Good news, I’m still really in love with this story and the characters. Re-reading this draft made me really excited to dive back into revisions.
I had hoped to do more revising than I was able to before this post goes live, but it’s not quantity that matters, just that I actually started.
I’m pretty sure I talked about this in last month’s update, or a previous update, but I haven’t really been writing much. Outside of few short scenes when Shiny New Ideas present themselves, I’ve not felt inspired. I haven’t really been inspired to be proactive in my writing since December of last year. I’ll get urges to write, but then won’t.

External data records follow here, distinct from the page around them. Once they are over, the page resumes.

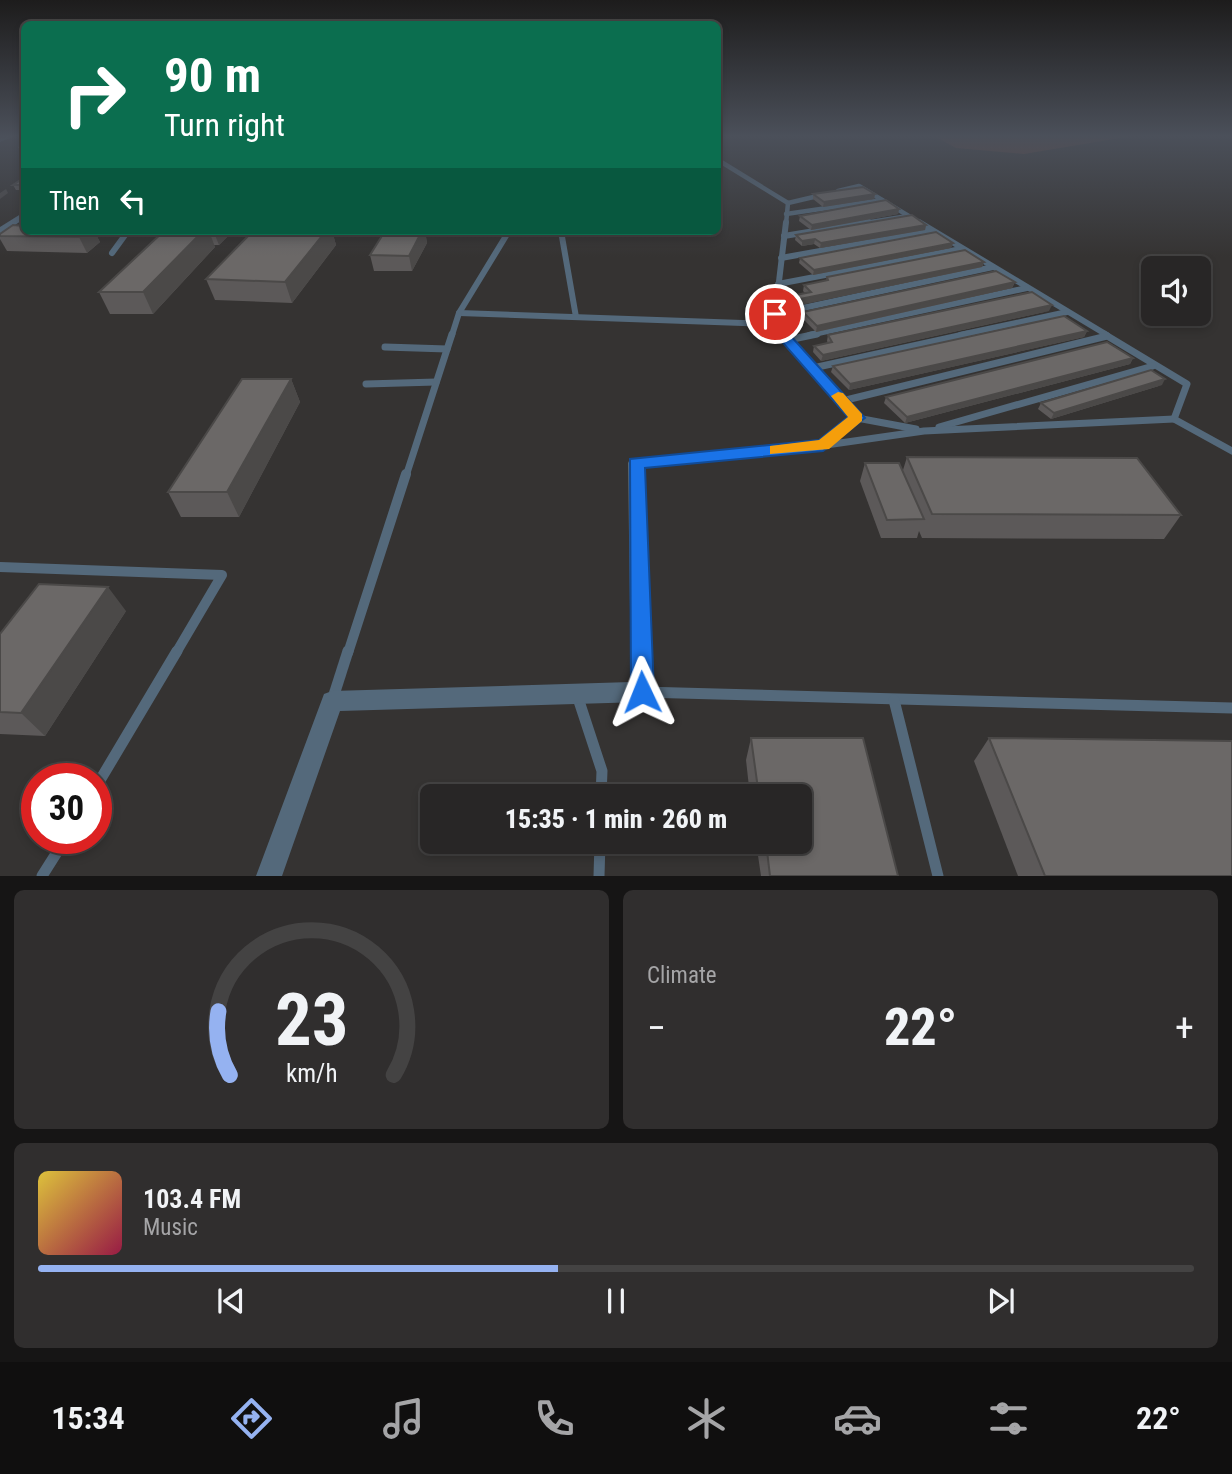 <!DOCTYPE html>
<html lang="en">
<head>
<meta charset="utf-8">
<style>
  body { margin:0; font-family:"Roboto Condensed",sans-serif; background:#302e2e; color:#f1f3f6; height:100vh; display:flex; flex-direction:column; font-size:26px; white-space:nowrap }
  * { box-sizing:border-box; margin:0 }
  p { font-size:23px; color:#a5a5a7 }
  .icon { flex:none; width:38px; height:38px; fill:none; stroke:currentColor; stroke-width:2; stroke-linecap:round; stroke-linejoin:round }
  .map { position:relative; height:876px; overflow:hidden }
  .drawer { display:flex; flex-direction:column; gap:14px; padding:14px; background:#161515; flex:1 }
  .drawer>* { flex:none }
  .guide { position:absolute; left:21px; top:21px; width:700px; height:214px; border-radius:10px; box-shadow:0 4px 10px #0003,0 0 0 2px #444343; background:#0b6e4f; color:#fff; overflow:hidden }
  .buttons { position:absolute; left:1141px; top:256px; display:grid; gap:14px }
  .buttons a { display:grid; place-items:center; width:70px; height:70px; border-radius:10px; background:#282626; box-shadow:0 4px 10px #0003,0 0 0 2px #444343; font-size:35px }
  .speed { position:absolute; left:21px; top:763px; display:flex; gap:14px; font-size:35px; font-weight:700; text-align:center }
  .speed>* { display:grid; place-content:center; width:91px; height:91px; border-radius:50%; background:#282626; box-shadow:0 4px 10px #0003,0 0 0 2px #444343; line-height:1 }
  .speed .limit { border:10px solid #d22; background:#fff; color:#111 }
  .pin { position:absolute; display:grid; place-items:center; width:60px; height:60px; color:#fff; margin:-30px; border:4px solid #fff; border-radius:50%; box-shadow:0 2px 7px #0007 }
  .me { position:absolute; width:77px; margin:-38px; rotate:358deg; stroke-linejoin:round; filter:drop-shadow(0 0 5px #0008) }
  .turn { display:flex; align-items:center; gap:24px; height:147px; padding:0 28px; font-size:32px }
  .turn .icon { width:91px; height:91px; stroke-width:2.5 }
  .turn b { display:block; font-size:49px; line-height:60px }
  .then { display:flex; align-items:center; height:66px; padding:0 28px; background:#0003; gap:14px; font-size:26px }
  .big { font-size:52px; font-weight:800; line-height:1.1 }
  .drawer .card { flex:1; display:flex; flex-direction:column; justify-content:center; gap:10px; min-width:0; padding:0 24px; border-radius:10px; background:#302e2e }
  .drawer .dial { align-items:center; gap:0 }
  .dial svg { height:182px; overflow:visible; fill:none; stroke:#444343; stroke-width:7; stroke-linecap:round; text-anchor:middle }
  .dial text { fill:#f1f3f6; stroke:none }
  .song { display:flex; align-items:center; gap:21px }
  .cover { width:84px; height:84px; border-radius:10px; background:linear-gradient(135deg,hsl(50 70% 55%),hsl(340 70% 35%)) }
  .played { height:7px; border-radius:4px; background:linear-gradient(90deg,#95b2f1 45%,#444343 45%) }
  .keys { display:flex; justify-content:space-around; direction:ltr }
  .heat { display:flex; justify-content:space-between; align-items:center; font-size:38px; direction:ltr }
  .drawer .tiles { flex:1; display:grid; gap:14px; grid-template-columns:1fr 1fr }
  .card:last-child { grid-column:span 2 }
  .trip { position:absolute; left:420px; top:784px; width:392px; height:70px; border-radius:10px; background:#282626; box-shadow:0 4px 10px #0003,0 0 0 2px #444343; font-weight:800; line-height:70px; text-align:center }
  .dock { display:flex; height:112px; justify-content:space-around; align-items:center; background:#100f0f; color:#a5a5a7 }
  .dock .icon { width:49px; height:49px }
  .dock .on { color:#95b2f1 }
  .dock b { font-size:32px; color:#f1f3f6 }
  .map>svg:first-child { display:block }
</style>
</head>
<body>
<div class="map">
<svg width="1232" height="876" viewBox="0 0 1232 876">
  <rect width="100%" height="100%" fill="#353332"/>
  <polygon fill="#674138" points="932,135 1138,135 1024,154 956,148"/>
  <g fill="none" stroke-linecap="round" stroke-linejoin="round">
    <g stroke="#54697b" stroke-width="4.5">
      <polyline points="718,160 788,203"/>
      <polyline points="838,191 859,186 922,224"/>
      <polyline points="786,214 882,200"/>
      <polyline points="786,224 788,203 822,195"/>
      <polyline points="858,224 908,216"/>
    </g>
    <g stroke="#54697b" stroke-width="6">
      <polyline points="919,222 1107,335"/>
      <polyline points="561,231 576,317"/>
      <polyline points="784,236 869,222"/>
      <polyline points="112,253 128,231"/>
      <polyline points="781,258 932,231"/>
      <polyline points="778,284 961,249"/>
      <polyline points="459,313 774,324 784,335"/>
      <polyline points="775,314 993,267"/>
      <polyline points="774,324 786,222"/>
      <polyline points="452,335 459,313 509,231"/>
      <polyline points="809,335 1027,288"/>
      <polyline points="960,335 1067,312"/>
    </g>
    <g stroke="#54697b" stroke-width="7">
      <polyline points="783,334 857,418 823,445"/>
      <polyline points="1104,334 1187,384 1174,419 1232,451"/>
      <polyline points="788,340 817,334"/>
      <polyline points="385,347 447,349"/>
      <polyline points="813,368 968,334"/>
      <polyline points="366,384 436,382"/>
      <polyline points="842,401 1107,336"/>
      <polyline points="857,418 916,429"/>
      <polyline points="939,427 1153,366"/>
      <polyline points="826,445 924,431 1174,419"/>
      <polyline points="406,476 452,334"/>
    </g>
    <g stroke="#54697b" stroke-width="10">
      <polyline points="0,567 222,575 176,653"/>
      <polyline points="348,653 406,474"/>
    </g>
    <g stroke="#54697b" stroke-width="11">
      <polyline points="642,692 1232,708"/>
      <polyline points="577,695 602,771 601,796"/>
      <polyline points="894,700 938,876"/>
      <polyline points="332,701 348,651"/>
      <polyline points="96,787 177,651"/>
      <polyline points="42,876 66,838"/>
      <polyline points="599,876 600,842"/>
    </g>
    <g fill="#54697b" fill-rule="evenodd">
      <polygon points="5,135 17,135 0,142 0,136"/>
      <polygon points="24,212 24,219 0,235 0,227"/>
      <polygon points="823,440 831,445 829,449 644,468 653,692 650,699 642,702 340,711 282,876 256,876 324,694 332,691 631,682 628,463 630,459"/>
    </g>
  </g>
  <g fill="#5c5959">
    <polygon points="24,143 24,156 23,156 18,147"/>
    <polygon points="24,180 24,190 16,190 13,185"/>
    <polygon points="813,194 875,194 874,199 823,207 813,199"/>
    <polygon points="899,209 898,214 811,230 799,221 800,216"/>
    <polygon points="926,225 925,230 820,248 814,244 802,246 795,240 796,235"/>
    <polygon points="24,231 94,231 100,242 87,253 7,251 0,239 0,234"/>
    <polygon points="164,231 226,231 228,236 219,245 214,245 215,247 153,314 110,314 99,292"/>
    <polygon points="253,231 332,231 336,245 292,303 215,300 206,279"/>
    <polygon points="385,231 425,231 427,243 412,271 374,271 370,255"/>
    <polygon points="953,243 951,248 813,275 799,263 800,258"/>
    <polygon points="984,262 982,267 794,306 789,301 790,296 805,293 803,291 804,285 826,281 827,277"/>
    <polygon points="1015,282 1012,288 816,332 802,318 803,312"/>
    <polygon points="1049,311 821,361 813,352 814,346 828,343 827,341 828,335"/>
    <polygon points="1087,331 1084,337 849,390 831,372 833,366"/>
    <polygon points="1133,358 1130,364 905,423 884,403 886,397"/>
    <polygon points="291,379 300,402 239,517 181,517 168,492"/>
    <polygon points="1162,385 1051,419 1038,409 1041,403"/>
    <polygon points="907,457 1181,515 1164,539 922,538 919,531 917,538 881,538 860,481 865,463 903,470"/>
    <polygon points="126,611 45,736 0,734 0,634"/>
    <polygon points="751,738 898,876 761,876 756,842 800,842 800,796 750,796 746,760"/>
    <polygon points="989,738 1232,876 1018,876 974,761"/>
  </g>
  <g fill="#4b4948">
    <polygon points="6,189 8,193 0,199 0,193"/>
    <polygon points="875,194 874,199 823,207 824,202"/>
    <polygon points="899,209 898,214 811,230 812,225"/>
    <polygon points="926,225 925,230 820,248 821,243"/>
    <polygon points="86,231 94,231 100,242 87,253 79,237"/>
    <polygon points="203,231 209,231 215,247 153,314 143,292"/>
    <polygon points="219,231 226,231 228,236 219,245 215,235"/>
    <polygon points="326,231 332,231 336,245 292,303 285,282"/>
    <polygon points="422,231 425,231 427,243 412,271 409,256"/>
    <polygon points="815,239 814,244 802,246 802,241"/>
    <polygon points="953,243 951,248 813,275 814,270"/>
    <polygon points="984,262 982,267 794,306 795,300"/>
    <polygon points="1015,282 1012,288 816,332 817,326"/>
    <polygon points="1052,305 1049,311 821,361 823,355"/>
    <polygon points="1087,331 1084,337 849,390 850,384"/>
    <polygon points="1133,358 1130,364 905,423 907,417"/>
    <polygon points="291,379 300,402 239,517 227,492"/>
    <polygon points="1165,379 1162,385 1051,419 1054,413"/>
    <polygon points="108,587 126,611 45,736 21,713"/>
  </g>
  <g fill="#6b6867" stroke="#4b4948" stroke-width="2">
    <polygon points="24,180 24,185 13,185 19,181"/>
    <polygon points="863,187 875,194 824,202 813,194"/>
    <polygon points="886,200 899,209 812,225 800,216"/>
    <polygon points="912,215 926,225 821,243 815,239 802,241 796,235"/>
    <polygon points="13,225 24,226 24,231 86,231 79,237 0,236 0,234"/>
    <polygon points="164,231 203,231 143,292 99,292"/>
    <polygon points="209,231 219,231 215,235 210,234"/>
    <polygon points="253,231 326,231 285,282 206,279"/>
    <polygon points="385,231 422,231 409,256 370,255"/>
    <polygon points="936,232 953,243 814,270 800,258"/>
    <polygon points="965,250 984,262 795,300 790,296 811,292 804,285 828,280 827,277"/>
    <polygon points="996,271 1015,282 817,326 803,312"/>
    <polygon points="1032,292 1052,305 823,355 814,346 832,342 828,335"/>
    <polygon points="1064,316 1087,331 850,384 833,366"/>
    <polygon points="1107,342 1133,358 907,417 886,397"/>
    <polygon points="1151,370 1165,379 1054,413 1041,403"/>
    <polygon points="242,379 291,379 227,492 168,492"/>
    <polygon points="907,457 1137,458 1181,515 932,514"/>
    <polygon points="865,463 899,463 924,519 887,520"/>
    <polygon points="39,584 108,587 21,713 0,712 0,634"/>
    <polygon points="751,738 863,738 898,876 770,876 766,842 800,842 800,796 759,796"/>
    <polygon points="989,738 1232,741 1232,876 1045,876"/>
  </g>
  <linearGradient id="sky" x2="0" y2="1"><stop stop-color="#1d1c1c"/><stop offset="0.53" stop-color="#4b505a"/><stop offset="1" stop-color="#4b505a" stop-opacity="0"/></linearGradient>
  <rect width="1232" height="257" fill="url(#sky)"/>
  <polygon fill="#1a73e8" stroke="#114b97" stroke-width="2" points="771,311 780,311 780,324 865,418 823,451 645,468 654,692 650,700 642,703 635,700 631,692 630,459 819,440 848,417 769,327"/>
  <polygon fill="#f59e0b" points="838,392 843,393 862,414 862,421 829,449 770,454 770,446 819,440 848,417 831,396"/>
</svg>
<div class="buttons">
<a><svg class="icon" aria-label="sound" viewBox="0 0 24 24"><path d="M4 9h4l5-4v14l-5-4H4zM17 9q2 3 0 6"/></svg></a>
</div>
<div class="speed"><div class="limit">30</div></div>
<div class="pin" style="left:775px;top:314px;background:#d93025"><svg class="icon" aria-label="arrive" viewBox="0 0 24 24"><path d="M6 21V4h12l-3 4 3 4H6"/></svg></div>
<svg class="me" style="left:642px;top:692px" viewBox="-20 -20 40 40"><path d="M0-17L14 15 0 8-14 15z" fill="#1a73e8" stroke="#fff" stroke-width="4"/></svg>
<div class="trip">15:35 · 1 min · 260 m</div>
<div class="guide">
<div class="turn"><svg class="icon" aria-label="right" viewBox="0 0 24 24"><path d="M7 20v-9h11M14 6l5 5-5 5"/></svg><div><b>90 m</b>Turn right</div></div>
<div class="then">Then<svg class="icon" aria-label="left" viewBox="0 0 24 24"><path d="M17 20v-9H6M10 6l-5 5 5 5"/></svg></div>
</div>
</div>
<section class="drawer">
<div class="tiles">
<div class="card dial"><svg viewBox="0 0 100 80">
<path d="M14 69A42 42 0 1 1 86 69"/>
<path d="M14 69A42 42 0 0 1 9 41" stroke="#95b2f1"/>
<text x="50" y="56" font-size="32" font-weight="700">23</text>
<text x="50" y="72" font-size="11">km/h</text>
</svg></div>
<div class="card"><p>Climate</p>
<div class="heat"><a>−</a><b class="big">22°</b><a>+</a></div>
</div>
<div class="card">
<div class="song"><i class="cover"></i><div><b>103.4 FM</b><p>Music</p></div></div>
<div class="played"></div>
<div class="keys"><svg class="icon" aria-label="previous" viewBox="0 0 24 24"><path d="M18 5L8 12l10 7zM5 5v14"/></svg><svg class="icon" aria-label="pause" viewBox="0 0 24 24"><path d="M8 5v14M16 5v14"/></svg><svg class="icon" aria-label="next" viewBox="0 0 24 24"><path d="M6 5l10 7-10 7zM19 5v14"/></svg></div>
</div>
</div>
</section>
<nav class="dock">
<b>15:34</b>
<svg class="icon on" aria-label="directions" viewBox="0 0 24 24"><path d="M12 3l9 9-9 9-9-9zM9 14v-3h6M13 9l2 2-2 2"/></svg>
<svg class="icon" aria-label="music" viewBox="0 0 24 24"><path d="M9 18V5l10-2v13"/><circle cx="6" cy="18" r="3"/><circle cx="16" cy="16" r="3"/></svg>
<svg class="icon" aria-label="phone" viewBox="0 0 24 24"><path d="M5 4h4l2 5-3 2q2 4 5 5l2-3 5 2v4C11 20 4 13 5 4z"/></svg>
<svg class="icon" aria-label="climate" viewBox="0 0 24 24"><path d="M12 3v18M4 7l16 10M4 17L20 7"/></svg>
<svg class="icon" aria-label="car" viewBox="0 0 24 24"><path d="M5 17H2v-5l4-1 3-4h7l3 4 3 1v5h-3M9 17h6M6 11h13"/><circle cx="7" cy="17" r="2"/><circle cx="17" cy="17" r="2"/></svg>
<svg class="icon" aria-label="filters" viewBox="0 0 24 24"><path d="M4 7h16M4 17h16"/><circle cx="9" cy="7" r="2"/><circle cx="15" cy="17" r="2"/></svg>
<b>22°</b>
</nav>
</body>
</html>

The drive is there, but the follow through is severely lacking. As you may know, I had to put my dog down in December, and that took a huge emotional toll on me, I still think it has an emotional toll on me. Grief is weird and some days I feel fine and other days not so much.
I don’t want to say Oh I’m getting over it, because I’ll always be affected. And then there is this fear that I’m going to have to say goodbye to my Aunt’s dog sooner than any of us thought we would.
You might be wondering why I’m upset about my Aunt’s dog – I fully believe that as much as we choose our pets, they choose us in return. From the moment they got Jax (110lb gorgeous German Shepherd) 3 years ago, he claimed me. For whatever reason, from the first time meeting me, he claimed me. I consider him my dog as much as I did Charlie.
But basically, I’m not exactly thrilled or ready to go through that again, and I’m scared that I’m going to fall back into this pit where creativity eludes me. And there’s this guilt that I’m just using grief and lack of inspiration/drive as an excuse. Logically, I know I’m not, but illogically my brain hates me.
Sorry, that got heavier than I expected this post to get. I figured I’d sit down to write this post, congratulate myself for finally being productive and proactive and instead I write about sad things and grief.
I’m planning on revising at least 3 chapters tomorrow, but hopefully 5. I want to get back in the swing of things while the re-read is still fresh in my mind. I have roughly half the book left to revise, so if I can stay focused and on track, it really shouldn’t take me that long.
My SF WIP isn’t the only thing that I wrote/dabbled in since the last update. You know how Shiny New Ideas often happen when you’re in the shower, well…
There’s this broody, moody vampire guy occupying space in my brain. It’s a reincarnation story, where in fits of bloodthirsty rage, he constantly kills his soulmate and has to wait for her to come back.
I had this vivid idea of how the opening of the story would happen, so I wrote it. I spent the whole time getting dressed after my shower repeating lines so I wouldn’t forget them. I don’t have much more in the way of actually plot for this story, so who know if it will ever go anywhere, but this vampire hasn’t left my mind yet. And I totally blame the resurgence of vamps in YA for my desire to write one.
This Writing Update took a turn I wasn’t expecting, but I’m thrilled that I’ve finally gotten back into my WIP. I missed it. Hopefully your writing exploits are going better than mine!